▶ **PROBLEM**: Lift every line from the entries that includes the word "overflow".

Saved entries:
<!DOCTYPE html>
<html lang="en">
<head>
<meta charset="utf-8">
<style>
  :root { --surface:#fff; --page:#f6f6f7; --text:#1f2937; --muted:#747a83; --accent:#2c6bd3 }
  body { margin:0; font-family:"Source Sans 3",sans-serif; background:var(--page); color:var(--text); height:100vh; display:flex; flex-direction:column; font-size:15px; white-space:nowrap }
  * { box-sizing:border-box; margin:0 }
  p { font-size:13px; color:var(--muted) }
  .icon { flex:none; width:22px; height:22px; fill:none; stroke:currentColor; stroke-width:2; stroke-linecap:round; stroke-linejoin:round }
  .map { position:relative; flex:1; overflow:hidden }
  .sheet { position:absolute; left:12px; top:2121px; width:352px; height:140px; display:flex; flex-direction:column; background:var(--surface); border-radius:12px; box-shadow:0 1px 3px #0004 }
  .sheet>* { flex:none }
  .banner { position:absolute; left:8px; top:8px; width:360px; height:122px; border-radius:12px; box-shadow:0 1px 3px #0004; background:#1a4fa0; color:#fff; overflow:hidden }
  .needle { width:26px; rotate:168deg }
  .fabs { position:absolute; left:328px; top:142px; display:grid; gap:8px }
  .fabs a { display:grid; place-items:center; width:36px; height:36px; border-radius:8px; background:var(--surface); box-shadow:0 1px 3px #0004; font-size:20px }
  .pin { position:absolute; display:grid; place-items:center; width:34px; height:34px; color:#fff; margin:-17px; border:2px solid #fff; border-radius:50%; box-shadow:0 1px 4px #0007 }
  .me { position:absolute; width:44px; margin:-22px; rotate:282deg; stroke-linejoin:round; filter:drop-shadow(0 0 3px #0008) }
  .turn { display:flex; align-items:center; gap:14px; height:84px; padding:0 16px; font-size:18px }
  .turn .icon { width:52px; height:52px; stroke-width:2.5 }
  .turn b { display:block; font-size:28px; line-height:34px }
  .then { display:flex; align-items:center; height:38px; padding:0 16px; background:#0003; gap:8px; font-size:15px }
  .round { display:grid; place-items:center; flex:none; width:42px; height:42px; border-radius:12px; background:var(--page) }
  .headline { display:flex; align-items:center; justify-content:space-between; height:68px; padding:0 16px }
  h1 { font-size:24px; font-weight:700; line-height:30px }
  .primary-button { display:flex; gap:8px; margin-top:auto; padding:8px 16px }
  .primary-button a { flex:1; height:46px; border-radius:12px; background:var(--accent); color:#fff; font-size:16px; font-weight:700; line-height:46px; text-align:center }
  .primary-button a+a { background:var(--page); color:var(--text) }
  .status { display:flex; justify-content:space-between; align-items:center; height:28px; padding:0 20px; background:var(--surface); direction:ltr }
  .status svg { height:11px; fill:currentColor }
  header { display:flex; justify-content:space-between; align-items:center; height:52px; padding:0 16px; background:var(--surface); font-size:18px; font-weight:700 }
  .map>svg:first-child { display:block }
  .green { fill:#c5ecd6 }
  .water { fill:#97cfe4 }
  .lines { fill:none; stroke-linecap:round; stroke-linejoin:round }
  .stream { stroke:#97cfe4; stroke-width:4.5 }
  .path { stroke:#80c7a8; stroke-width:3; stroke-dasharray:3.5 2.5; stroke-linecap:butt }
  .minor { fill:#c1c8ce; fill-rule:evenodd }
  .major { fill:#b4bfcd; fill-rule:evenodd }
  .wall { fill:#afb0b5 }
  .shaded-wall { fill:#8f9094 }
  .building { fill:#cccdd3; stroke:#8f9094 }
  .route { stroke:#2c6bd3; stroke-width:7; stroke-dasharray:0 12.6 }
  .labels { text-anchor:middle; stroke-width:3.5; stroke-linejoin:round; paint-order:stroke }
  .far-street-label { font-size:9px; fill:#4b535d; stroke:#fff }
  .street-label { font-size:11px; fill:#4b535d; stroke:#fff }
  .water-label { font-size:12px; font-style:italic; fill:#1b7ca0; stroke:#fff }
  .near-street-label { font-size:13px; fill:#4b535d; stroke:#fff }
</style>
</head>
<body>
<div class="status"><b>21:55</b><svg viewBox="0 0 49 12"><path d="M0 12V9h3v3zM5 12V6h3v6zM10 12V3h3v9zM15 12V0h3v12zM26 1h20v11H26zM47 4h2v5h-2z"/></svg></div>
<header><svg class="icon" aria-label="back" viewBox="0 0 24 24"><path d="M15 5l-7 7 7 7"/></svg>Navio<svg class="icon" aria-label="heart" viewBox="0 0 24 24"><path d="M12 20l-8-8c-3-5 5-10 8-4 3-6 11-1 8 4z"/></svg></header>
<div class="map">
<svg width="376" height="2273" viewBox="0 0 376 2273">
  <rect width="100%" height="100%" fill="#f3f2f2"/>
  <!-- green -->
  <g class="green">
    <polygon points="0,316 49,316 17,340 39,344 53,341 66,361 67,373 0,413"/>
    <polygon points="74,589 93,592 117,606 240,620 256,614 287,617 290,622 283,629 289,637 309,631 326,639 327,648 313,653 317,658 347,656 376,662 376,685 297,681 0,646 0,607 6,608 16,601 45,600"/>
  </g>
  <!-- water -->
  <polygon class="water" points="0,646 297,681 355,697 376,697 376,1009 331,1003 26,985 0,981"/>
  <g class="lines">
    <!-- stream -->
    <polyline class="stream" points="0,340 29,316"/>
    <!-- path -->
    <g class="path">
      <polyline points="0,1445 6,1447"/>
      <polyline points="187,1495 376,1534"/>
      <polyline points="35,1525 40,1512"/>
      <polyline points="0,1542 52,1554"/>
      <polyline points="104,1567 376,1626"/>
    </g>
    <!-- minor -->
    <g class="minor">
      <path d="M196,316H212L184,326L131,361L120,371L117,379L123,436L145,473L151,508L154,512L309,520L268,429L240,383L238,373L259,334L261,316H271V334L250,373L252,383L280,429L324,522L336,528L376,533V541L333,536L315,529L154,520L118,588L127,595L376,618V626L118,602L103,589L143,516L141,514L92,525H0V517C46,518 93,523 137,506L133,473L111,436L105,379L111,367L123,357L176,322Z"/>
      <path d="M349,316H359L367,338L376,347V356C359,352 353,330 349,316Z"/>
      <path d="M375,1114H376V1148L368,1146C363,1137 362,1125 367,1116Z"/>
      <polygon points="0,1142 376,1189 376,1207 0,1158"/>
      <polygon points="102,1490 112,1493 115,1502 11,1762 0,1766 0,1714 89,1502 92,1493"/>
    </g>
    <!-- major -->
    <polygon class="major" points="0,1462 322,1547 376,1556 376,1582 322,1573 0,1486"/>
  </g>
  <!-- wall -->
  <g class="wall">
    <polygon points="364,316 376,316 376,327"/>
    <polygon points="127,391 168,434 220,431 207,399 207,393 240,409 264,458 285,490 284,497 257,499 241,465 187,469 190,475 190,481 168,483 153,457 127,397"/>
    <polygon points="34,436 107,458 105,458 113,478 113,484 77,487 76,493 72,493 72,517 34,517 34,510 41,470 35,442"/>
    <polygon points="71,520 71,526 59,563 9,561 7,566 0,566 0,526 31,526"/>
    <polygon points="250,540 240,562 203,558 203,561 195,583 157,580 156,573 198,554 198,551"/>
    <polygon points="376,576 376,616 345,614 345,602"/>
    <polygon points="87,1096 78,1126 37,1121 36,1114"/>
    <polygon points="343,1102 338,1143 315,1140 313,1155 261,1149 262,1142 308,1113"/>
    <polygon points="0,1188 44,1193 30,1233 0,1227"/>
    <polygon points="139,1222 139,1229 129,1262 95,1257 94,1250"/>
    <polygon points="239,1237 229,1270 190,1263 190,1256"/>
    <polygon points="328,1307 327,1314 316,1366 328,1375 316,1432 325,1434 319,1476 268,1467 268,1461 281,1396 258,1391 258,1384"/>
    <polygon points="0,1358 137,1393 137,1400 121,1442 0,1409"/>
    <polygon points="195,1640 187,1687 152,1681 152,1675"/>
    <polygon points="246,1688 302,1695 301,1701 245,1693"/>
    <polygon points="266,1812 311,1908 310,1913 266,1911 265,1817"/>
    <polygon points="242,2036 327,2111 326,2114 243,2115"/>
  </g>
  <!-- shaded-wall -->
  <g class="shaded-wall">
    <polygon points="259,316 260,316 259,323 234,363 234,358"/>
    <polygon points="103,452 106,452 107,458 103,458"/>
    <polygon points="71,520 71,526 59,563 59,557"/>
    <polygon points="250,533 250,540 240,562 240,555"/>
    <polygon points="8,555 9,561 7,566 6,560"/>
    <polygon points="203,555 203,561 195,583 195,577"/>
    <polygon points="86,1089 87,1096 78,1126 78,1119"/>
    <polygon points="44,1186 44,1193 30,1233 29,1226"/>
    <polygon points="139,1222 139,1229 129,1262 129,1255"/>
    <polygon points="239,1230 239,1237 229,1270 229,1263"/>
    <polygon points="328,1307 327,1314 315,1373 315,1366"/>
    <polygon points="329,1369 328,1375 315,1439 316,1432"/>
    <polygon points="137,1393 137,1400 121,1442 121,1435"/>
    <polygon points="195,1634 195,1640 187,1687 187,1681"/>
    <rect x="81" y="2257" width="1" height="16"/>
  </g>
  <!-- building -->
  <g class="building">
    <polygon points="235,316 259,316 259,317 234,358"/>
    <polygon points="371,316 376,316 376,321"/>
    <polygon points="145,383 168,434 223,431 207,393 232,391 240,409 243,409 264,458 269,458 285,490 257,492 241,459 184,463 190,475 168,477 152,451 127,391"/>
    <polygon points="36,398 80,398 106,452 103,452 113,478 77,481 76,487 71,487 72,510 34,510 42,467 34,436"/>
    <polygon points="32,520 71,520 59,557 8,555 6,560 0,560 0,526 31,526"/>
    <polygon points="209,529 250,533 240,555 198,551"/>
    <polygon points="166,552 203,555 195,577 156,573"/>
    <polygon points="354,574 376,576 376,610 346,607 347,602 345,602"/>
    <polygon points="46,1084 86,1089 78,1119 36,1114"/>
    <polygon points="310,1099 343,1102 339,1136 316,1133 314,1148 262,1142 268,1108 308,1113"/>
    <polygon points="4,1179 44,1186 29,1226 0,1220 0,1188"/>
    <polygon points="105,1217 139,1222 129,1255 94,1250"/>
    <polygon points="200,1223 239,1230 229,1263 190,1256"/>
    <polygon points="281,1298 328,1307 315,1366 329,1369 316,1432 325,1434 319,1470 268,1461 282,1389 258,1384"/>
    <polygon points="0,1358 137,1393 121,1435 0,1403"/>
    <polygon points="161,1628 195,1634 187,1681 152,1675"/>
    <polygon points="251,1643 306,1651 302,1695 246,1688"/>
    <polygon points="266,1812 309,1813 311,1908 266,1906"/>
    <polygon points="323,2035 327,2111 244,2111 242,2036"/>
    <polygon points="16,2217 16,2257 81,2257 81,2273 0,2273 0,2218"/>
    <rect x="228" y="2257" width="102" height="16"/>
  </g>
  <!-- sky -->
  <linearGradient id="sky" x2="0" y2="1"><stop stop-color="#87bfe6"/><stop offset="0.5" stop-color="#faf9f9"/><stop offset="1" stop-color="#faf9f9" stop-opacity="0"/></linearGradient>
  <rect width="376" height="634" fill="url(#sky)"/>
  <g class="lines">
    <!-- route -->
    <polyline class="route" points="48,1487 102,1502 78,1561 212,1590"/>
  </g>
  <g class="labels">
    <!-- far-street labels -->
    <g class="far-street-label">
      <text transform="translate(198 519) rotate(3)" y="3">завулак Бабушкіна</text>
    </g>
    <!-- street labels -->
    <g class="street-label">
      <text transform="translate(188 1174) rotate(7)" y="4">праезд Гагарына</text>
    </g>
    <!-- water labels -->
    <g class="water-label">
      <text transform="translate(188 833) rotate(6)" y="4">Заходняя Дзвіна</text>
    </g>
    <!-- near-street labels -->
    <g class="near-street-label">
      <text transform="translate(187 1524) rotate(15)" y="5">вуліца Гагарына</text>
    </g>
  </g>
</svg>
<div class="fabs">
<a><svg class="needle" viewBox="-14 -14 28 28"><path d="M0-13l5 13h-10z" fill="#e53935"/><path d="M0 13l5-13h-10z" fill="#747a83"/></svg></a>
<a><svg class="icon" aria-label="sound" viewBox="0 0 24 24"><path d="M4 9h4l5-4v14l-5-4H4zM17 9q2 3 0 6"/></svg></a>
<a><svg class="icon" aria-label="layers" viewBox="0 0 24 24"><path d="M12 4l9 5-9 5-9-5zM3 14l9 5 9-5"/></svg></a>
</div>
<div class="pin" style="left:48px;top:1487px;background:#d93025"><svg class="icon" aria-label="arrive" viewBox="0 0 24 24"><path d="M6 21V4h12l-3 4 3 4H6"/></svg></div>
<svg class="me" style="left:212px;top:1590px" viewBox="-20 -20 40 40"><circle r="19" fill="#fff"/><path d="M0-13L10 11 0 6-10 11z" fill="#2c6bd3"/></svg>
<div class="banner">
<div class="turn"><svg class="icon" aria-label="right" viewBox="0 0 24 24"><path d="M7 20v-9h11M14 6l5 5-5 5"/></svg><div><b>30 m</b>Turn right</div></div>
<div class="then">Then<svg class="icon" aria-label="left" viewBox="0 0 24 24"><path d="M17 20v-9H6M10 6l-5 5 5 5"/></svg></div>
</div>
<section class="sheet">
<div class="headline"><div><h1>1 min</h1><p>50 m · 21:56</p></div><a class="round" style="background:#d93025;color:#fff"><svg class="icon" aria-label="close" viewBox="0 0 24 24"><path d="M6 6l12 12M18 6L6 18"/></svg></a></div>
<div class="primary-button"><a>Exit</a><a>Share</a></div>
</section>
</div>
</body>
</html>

▶ **WRITTEN REPLY**:
  .map { position:relative; flex:1; overflow:hidden }
  .banner { position:absolute; left:8px; top:8px; width:360px; height:122px; border-radius:12px; box-shadow:0 1px 3px #0004; background:#1a4fa0; color:#fff; overflow:hidden }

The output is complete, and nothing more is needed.